Mais hier l'ambassadrice a donc annoncé son départ, et le timing surprend tous les commentateurs politiques américains, à 4 semaines des élections de mi-mandat.
"Il y a quelque chose là-dedans qui ne sent pas bon, qui ne colle pas, mais je n'arrive pas à mettre le doigt dessus" : c'est une phrase de l'ex-gouverneur républicain de Caroline du Sud Mark Sanford, interviewé sur la chaîne MSNBC qui a été largement reprise dans la presse US tant elle résume le sentiment général.

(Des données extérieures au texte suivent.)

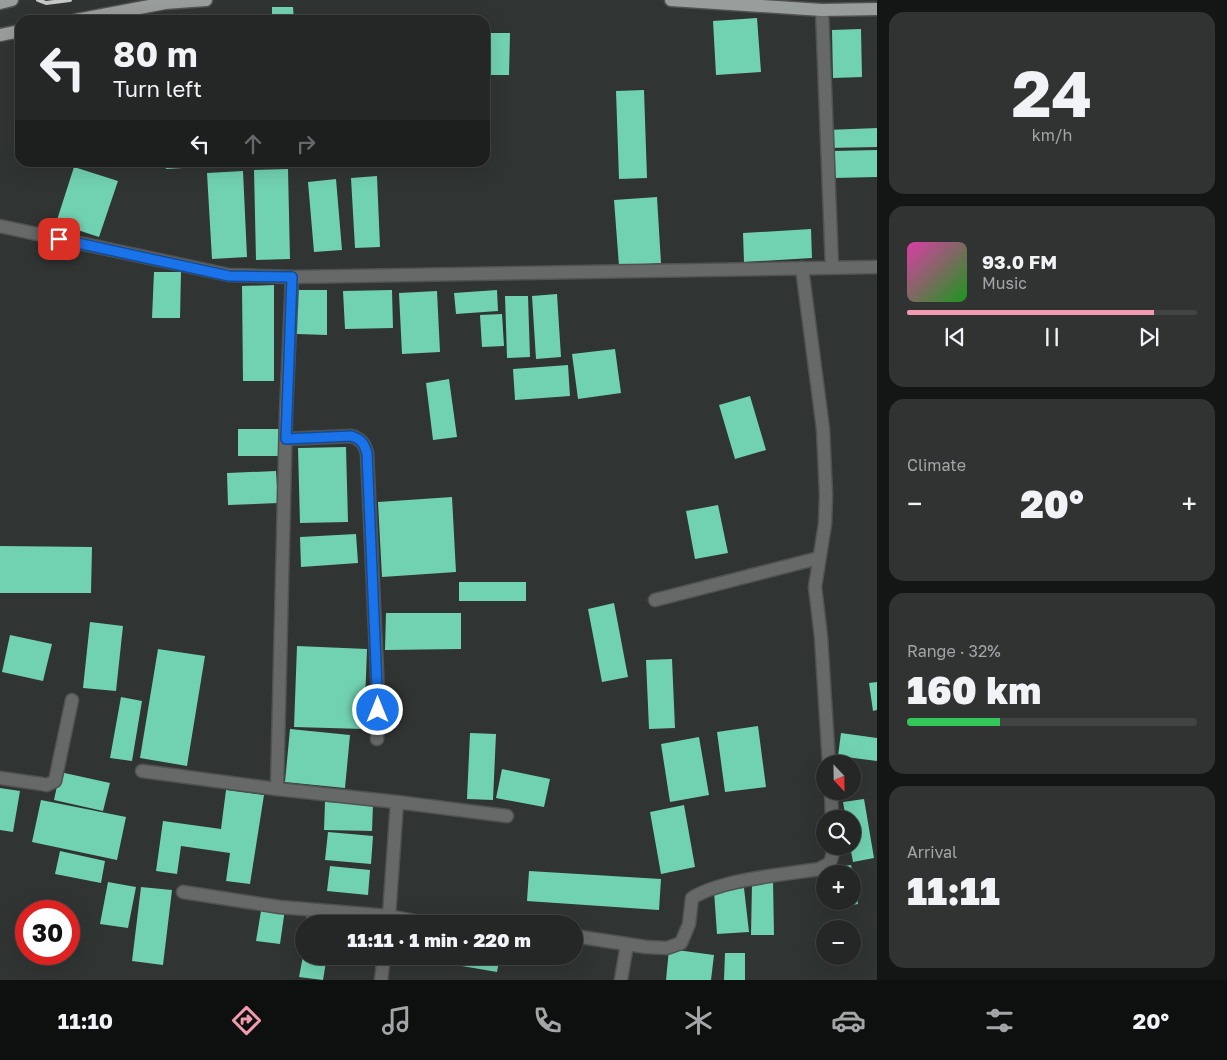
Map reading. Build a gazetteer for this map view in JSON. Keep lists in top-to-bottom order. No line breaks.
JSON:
{"north":"bottom","page":{"tile":[["24","km/h"],"Climate",["Range · 32%","160 km"],["Arrival","11:11"]],"turn":["80 m","Turn left"],"song":["93.0 FM","Music"],"heat":["−","20°","+"],"map_buttons":["+","−"],"limit":"30","trip":"11:11 · 1 min · 220 m","tabs":["11:10","20°"]}}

CNN formule trois hypothèses, pour expliquer ce départ qui a "choqué le tout-Whashington":
- soit Nikki Haley a été poussée vers la sortie par les "faucons" désormais à la tête des affaires étrangères américaines, John Bolton et Mike Pompeo, et c'est vrai que depuis qu'ils sont arrivés dans l'équipe Trump elle a perdu pas mal d'influence ;
- soit elle avait besoin d'argent pour éponger les importantes dettes de sa famille, et a donc décidé d'aller travailler dans le privé ;
- soit, et c'est la piste qui électrise toute l'Amérique, Nikki Haley a des ambitions pour la présidentielle de 2020. Bien sûr, nous dit CNN, elle est "trop maline pour se présenter contre Donald Trump", d'ailleurs elle l'a clairement exclu hier, mais elle pourrait bien faire campagne pour la vice-présidence, dans un ticket avec son ex-patron. De quoi préparer le terrain pour une candidature en son nom propre en 2024.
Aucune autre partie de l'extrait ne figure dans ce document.